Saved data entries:
+---+

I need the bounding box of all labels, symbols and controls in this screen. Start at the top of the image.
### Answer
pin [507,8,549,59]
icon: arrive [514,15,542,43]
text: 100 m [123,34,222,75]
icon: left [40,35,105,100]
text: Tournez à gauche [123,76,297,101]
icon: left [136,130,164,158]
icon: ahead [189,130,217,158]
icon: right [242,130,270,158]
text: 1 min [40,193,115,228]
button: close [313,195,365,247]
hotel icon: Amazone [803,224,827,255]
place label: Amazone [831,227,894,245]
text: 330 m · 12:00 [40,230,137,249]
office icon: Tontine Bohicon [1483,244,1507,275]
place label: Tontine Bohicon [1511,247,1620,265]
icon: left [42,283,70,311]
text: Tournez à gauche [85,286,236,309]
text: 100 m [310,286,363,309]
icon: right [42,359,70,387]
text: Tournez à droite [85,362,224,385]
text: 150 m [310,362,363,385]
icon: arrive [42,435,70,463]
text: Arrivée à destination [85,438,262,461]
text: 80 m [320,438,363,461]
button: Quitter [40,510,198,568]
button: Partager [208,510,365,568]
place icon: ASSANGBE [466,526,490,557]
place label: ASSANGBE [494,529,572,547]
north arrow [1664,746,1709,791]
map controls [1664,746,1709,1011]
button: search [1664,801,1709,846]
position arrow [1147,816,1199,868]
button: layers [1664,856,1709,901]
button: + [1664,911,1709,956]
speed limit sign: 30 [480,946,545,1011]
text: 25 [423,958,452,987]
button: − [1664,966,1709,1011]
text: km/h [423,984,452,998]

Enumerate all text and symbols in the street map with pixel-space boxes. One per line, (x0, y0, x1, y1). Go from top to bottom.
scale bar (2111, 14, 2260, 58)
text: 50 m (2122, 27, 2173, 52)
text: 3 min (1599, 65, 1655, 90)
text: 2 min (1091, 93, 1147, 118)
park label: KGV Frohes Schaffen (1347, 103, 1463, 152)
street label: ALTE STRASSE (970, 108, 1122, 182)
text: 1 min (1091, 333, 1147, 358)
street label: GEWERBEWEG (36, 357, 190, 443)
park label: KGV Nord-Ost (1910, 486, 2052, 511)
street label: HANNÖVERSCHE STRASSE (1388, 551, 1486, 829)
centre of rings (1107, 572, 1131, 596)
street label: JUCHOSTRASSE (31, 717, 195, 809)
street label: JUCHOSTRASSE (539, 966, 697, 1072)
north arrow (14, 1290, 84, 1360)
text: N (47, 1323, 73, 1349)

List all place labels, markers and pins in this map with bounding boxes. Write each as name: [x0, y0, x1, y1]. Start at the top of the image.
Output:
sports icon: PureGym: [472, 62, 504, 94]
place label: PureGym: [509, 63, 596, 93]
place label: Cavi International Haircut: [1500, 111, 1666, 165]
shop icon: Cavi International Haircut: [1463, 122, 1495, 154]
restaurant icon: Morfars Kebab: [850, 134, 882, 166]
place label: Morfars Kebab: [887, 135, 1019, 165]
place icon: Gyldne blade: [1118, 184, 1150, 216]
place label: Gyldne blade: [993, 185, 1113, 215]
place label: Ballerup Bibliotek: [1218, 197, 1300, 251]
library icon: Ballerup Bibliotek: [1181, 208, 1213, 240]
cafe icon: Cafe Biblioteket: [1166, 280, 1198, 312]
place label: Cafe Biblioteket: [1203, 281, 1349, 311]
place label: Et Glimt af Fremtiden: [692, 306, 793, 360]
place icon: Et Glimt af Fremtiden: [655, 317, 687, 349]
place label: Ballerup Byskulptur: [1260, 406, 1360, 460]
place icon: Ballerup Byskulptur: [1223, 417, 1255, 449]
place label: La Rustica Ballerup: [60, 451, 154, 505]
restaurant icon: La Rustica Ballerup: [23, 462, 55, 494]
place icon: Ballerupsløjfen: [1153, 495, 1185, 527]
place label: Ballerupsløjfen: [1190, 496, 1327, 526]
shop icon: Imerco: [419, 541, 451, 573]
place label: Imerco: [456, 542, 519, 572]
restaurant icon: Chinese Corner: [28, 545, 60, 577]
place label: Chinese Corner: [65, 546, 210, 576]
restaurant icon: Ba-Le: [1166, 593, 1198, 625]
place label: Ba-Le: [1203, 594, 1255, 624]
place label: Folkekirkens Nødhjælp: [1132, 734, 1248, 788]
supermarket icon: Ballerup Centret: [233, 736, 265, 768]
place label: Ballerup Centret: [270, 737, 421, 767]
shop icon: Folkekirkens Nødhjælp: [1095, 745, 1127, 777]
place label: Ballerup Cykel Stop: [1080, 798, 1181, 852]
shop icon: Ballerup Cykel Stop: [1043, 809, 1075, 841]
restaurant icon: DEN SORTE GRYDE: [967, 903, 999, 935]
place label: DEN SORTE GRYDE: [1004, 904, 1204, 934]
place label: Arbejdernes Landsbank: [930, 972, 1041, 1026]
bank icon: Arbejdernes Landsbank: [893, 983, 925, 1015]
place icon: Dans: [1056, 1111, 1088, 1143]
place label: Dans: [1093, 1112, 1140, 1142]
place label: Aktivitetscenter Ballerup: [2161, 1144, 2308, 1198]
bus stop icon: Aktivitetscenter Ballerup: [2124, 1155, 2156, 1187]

+---+

Work item >> Count the lines of the data above where the string "Folkekirkens" shows up; reply with the number only.

Result for this task >> 2